Issue replicating from MySQL 8.0.22 to Percona XtraDB Cluster 8.0.34-26.1

Our current setup is a standalone MySQL 8.0.22 server (I know, it’s bad) and we’d like to migrate to a PXC Cluster as the application grew quite a lot.

My main issue is that I’m trying to set-up replication between our existing instance and one of the nodes in the cluster but the nodes fail with: “WSREP has not yet prepared node for application use

Here are the steps that I took:

  1. Dump the database that we want to replicate:
    mysqldump -h standalone -uroot -P 3306 --password \
        --skip-lock-tables \
        --skip-add-locks \
        --single-transaction \
        --flush-logs \
        --master-data=2 \
        somedatabase
    
  2. Import the database on PXC-3
  3. Change master on PXC-3 using the MASTER_LOG_FILE and MASTER_LOG_POS from the dump:
    CHANGE MASTER TO MASTER_HOST="192.168.0.100",
    MASTER_USER="replication_user", MASTER_PASSWORD="*******",
    MASTER_LOG_FILE='binlog.000004', MASTER_LOG_POS=196;
    
  4. Start replication

After starting the replication the PXC-3 node picked-up the data however the other nodes started failing with “WSREP has not yet prepared node for application use”. After restarting them and they came back up successfully with all the data from PXC-3 replicated.

To test the replication I’ve inserted a new row in the standalone instance and went to check on PXC-3 to see if it replicated however it too started failing with “WSREP has not yet prepared node for application use”

So I’m clearly doing something wrong here, maybe I misconfigured something?

Here are the configs:
Existing (8.0.22) instance:

[mysqld]
default_authentication_plugin=mysql_native_password
;skip-log-bin
max_connections=1024
innodb_buffer_pool_size=1G
sort_buffer_size=256000000

server-id=4
gtid_mode=ON
enforce-gtid-consistency=ON

log-bin=binlog
binlog-format=row

binlog-do-db=somedatabase

PXC-node-3 (8.0.34-26.1)

[mysqld]
server-id=3
datadir=/var/lib/mysql
socket=/var/run/mysqld/mysqld.sock
log-error=/var/log/mysql/error.log
log_error_verbosity=2
pid-file=/var/run/mysqld/mysqld.pid

# Binary log expiration period is 604800 seconds, which equals 7 days
binlog_expire_logs_seconds=604800

######## wsrep ###############
# Path to Galera library
wsrep_provider=/usr/lib/galera4/libgalera_smm.so

# Cluster connection URL contains IPs of nodes
#If no IP is found, this implies that a new cluster needs to be created,
#in order to do that you need to bootstrap this node
wsrep_cluster_address=gcomm://192.168.122.100,192.168.122.101,192.168.122.102

# In order for Galera to work correctly binlog format should be ROW
binlog_format=ROW

# Slave thread to use
wsrep_slave_threads=8

wsrep_log_conflicts

# This changes how InnoDB autoincrement locks are managed and is a requirement for Galera
innodb_autoinc_lock_mode=2

# Node IP address
wsrep_node_address=192.168.122.102
# Cluster name
wsrep_cluster_name=pxc-cluster

#If wsrep_node_name is not specified,  then system hostname will be used
wsrep_node_name=pxc-cluster-node-3

#pxc_strict_mode allowed values: DISABLED,PERMISSIVE,ENFORCING,MASTER
pxc_strict_mode=ENFORCING

pxc_encrypt_cluster_traffic=off

# SST method
wsrep_sst_method=xtrabackup-v2

# Tuning
max_connections=1024
innodb_buffer_pool_size=2G
sort_buffer_size=256M

# Temporary replication
gtid_mode=ON
enforce-gtid-consistency=ON
log-replica-updates=ON
skip-replica-start=ON

Here’s an overview of I’m trying to achieve in this first phase of the migration:

Hello @bogdannbv

That’s incredibly tiny.

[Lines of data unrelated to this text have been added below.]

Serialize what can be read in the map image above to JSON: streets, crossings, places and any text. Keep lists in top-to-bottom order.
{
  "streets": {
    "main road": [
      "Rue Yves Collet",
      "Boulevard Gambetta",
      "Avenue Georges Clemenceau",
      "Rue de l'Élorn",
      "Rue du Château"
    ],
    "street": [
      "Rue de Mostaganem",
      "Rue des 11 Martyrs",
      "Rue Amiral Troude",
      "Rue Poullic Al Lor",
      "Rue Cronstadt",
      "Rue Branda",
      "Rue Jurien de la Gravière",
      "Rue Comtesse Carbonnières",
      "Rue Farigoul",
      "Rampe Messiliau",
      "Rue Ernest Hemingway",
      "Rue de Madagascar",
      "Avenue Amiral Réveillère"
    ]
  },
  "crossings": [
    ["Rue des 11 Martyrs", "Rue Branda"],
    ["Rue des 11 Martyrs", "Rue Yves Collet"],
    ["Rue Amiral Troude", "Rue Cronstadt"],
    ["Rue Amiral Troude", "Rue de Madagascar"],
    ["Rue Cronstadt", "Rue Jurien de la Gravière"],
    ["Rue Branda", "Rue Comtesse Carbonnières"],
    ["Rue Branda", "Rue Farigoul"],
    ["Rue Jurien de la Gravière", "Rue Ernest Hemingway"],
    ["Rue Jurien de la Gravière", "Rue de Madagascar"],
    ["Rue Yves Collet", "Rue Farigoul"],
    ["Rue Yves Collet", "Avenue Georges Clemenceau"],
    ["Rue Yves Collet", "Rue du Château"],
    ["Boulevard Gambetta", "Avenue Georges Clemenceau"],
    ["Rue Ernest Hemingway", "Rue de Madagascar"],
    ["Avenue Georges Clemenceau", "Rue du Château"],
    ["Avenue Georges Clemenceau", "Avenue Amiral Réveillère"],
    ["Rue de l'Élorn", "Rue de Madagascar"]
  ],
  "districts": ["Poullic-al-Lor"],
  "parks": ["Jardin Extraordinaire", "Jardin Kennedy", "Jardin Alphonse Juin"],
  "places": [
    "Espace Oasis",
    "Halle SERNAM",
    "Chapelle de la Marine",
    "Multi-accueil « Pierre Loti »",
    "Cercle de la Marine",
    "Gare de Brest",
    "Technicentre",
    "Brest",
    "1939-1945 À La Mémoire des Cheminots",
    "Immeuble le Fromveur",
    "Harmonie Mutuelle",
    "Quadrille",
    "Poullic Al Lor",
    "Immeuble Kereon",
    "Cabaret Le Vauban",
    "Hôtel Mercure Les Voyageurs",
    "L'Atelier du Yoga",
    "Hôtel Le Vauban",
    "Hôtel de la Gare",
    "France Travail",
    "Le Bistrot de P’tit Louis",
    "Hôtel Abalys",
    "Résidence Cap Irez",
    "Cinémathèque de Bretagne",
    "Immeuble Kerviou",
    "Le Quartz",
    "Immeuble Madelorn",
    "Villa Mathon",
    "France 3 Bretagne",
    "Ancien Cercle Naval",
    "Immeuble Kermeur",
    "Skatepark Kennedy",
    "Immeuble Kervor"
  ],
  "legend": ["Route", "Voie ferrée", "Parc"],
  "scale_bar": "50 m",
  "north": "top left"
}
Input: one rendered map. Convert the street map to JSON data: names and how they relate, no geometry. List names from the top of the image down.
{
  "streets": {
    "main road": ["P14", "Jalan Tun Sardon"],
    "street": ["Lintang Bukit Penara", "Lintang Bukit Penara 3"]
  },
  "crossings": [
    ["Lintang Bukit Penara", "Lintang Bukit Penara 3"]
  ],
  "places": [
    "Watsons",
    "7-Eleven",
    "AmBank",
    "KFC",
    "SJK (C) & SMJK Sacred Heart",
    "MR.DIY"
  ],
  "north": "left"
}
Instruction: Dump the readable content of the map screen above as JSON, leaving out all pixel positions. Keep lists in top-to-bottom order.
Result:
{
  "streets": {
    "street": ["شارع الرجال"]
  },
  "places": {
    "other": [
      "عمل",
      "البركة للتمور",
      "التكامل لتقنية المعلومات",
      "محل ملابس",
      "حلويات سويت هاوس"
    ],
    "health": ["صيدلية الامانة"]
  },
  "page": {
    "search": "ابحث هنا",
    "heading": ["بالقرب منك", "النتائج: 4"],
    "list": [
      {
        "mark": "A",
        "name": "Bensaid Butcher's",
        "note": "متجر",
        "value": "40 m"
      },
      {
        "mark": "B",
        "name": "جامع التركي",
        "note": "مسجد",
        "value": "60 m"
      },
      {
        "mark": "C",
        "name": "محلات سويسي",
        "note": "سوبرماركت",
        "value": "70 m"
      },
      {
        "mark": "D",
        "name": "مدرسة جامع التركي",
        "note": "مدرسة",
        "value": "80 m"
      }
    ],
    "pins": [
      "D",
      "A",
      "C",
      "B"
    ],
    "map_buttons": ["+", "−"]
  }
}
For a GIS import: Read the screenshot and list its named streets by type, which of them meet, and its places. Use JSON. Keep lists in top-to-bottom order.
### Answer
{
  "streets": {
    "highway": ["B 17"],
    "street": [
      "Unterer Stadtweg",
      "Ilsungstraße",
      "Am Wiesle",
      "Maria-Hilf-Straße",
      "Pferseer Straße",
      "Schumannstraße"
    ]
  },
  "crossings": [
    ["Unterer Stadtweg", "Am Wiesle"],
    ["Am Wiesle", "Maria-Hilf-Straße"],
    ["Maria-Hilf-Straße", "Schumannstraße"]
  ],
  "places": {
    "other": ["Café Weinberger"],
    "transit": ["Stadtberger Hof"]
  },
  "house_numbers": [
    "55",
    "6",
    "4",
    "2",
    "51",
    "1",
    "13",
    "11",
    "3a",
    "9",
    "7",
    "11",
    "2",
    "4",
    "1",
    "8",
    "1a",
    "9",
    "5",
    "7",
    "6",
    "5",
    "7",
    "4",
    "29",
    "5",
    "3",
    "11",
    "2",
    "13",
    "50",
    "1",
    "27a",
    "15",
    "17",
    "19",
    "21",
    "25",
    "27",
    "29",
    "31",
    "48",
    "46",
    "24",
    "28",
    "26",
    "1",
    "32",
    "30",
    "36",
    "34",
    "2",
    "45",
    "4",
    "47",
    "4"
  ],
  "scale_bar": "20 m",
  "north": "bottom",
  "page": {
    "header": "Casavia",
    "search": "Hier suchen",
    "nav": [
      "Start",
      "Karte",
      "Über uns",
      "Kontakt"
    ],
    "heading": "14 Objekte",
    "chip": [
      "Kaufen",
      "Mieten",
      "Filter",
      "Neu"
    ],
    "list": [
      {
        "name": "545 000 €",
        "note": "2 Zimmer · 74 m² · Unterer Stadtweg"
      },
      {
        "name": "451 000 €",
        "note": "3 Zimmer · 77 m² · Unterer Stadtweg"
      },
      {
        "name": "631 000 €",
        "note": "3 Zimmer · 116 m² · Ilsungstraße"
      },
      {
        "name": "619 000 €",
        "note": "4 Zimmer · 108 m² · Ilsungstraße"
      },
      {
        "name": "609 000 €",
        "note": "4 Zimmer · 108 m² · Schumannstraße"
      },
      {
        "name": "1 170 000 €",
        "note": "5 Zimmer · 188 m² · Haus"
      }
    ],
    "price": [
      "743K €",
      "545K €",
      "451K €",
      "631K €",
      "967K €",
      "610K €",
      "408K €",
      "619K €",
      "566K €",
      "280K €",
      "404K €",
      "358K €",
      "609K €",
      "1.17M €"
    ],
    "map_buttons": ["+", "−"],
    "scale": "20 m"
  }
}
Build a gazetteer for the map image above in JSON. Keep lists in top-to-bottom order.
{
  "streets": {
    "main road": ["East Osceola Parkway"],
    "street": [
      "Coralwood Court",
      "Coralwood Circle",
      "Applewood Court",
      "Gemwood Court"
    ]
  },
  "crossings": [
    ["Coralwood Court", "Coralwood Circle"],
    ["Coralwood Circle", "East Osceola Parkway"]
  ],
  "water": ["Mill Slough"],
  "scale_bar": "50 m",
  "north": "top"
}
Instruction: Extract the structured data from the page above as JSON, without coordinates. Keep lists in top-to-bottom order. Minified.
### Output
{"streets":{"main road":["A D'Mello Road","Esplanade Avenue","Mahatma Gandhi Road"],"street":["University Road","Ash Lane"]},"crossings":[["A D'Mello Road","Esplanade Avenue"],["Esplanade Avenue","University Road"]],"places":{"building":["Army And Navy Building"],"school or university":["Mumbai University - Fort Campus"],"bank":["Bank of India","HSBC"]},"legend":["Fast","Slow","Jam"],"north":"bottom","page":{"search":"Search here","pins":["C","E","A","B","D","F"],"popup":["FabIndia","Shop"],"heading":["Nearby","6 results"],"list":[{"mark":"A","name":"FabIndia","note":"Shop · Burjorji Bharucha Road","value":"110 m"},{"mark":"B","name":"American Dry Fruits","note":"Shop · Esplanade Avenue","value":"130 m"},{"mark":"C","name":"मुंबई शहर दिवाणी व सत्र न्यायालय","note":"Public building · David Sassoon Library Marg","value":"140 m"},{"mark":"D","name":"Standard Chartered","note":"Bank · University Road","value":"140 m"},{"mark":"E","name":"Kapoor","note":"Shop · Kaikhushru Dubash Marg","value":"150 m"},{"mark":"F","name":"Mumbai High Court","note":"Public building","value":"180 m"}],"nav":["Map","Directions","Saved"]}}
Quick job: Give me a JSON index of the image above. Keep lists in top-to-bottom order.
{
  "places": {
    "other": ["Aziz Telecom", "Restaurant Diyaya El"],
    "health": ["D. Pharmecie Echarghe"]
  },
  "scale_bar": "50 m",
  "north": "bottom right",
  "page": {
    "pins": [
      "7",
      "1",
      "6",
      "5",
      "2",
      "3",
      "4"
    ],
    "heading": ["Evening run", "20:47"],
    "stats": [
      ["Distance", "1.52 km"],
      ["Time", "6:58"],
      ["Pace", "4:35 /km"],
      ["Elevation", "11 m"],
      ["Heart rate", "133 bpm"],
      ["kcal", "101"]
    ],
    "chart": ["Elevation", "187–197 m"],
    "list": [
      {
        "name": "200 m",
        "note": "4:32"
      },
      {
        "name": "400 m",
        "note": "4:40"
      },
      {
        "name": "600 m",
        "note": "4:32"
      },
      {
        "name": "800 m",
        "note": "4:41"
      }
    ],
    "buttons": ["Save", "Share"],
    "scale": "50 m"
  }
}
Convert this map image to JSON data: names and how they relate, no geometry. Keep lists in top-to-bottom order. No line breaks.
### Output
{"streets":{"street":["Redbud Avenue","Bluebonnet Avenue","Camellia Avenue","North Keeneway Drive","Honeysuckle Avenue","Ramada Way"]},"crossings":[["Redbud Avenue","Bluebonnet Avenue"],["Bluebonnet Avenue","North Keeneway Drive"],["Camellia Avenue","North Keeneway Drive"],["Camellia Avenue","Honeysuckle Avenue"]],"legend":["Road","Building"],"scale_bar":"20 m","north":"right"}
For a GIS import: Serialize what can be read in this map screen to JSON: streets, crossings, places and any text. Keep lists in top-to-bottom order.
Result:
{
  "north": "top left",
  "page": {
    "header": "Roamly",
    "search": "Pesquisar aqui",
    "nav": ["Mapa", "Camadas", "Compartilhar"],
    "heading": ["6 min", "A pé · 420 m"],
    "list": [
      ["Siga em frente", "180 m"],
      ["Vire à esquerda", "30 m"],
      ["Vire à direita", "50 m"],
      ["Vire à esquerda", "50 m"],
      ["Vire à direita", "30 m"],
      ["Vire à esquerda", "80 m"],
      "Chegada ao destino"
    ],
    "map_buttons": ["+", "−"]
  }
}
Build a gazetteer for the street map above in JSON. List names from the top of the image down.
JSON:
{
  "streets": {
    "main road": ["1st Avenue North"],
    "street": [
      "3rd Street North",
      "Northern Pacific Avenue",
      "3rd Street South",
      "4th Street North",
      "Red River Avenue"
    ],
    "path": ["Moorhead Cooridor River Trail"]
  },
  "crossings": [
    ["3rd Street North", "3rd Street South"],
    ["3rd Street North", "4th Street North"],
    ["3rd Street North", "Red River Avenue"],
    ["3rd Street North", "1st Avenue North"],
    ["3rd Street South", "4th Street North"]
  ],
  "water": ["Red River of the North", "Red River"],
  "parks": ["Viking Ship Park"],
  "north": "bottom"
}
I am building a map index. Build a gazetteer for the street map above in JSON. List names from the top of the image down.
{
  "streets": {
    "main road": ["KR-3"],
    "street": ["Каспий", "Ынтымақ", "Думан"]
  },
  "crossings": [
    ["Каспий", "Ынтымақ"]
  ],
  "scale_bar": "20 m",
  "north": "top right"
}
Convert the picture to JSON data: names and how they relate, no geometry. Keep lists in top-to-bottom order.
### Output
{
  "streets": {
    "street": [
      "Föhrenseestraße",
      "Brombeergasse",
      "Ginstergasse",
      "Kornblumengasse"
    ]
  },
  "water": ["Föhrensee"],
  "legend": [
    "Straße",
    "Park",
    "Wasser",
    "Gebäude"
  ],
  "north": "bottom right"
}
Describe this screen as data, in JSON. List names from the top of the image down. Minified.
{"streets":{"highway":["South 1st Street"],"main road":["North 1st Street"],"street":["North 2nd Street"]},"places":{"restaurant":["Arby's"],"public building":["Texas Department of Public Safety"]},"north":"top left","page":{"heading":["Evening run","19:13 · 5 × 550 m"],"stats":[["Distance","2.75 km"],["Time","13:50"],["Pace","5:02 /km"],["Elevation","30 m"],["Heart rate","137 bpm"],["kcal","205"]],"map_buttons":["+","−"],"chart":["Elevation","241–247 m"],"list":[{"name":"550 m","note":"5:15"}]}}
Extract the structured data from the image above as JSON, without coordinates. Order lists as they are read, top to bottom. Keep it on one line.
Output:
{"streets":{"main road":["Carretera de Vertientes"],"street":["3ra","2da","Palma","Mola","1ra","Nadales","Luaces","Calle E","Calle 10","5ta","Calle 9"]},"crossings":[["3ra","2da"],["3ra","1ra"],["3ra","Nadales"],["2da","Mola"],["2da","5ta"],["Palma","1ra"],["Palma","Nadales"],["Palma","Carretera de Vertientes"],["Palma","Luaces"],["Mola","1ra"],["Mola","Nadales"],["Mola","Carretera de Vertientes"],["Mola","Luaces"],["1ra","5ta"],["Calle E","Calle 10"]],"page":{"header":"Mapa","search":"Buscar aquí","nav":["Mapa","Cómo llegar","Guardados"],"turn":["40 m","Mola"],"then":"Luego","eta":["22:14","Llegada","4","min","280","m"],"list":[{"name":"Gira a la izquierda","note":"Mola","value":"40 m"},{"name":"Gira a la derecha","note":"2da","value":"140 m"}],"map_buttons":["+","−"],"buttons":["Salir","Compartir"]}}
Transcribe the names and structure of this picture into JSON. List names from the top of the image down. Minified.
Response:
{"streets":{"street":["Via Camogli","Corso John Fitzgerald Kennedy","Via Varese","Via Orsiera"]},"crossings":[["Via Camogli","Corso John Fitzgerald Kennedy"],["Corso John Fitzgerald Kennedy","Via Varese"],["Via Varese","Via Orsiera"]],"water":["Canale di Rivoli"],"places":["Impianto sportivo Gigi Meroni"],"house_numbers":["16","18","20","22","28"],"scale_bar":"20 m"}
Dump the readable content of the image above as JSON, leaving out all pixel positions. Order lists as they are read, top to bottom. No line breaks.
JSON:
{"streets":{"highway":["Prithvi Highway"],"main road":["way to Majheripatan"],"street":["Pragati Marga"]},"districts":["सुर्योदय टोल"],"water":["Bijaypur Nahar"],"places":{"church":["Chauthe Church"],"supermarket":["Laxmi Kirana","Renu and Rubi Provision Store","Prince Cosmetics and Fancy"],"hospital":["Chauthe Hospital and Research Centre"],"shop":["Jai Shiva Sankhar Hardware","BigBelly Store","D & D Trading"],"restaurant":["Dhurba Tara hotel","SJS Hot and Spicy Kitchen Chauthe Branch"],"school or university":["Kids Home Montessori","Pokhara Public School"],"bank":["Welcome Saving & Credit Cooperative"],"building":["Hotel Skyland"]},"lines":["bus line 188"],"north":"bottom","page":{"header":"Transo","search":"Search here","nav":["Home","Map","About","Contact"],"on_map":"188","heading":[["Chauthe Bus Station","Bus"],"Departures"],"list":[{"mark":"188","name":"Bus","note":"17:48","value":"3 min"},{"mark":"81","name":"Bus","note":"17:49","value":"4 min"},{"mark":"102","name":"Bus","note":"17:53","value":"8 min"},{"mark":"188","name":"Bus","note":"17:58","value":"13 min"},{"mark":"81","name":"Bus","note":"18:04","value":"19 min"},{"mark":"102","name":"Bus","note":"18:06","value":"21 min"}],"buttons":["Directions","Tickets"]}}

You said the application is growing? But with a pool this small, you’re hamstringing yourself. Buffer pool size should be, starting at, 80% of the systems overall RAM.

In what way? PXC is not a write-scaling solution. PXC is a high-availability solution. If you’re expecting PXC to be able to handle more write-transactions, you need to reset expectations. PXC is a read-scaling (more nodes to spread reads) and HA solution (one goes down, 2 others hot-n-ready to take over).

pxc_strict_mode

I would set this to permissive to test and see what’s not working. Have you looked at the PXC error logs?

Also, I would have started my PXC as a single node (you did bootstrap the first node right?), imported the mysqldump, connected replication, wait for catch-up, then create nodes2/3. This way, you’re sorta isolating where any issues might be happening.

Hi @matthewb one mistake on my side, I forgot to mention that I haven’t actually done this in production yet, I’m working in a local envieonment comprised of 4 VMs to emulate the topology in production.

So the innodb_buffer_pool_size is enough for what I’m doing as it’s just me hitting the database and my test database is fairly small.

I’m not expecting PXC to solve any potential write-scalability issues as we’re not at that point yet. I’m specifically looking for high availability and automatic failover in case one of the nodes goes down.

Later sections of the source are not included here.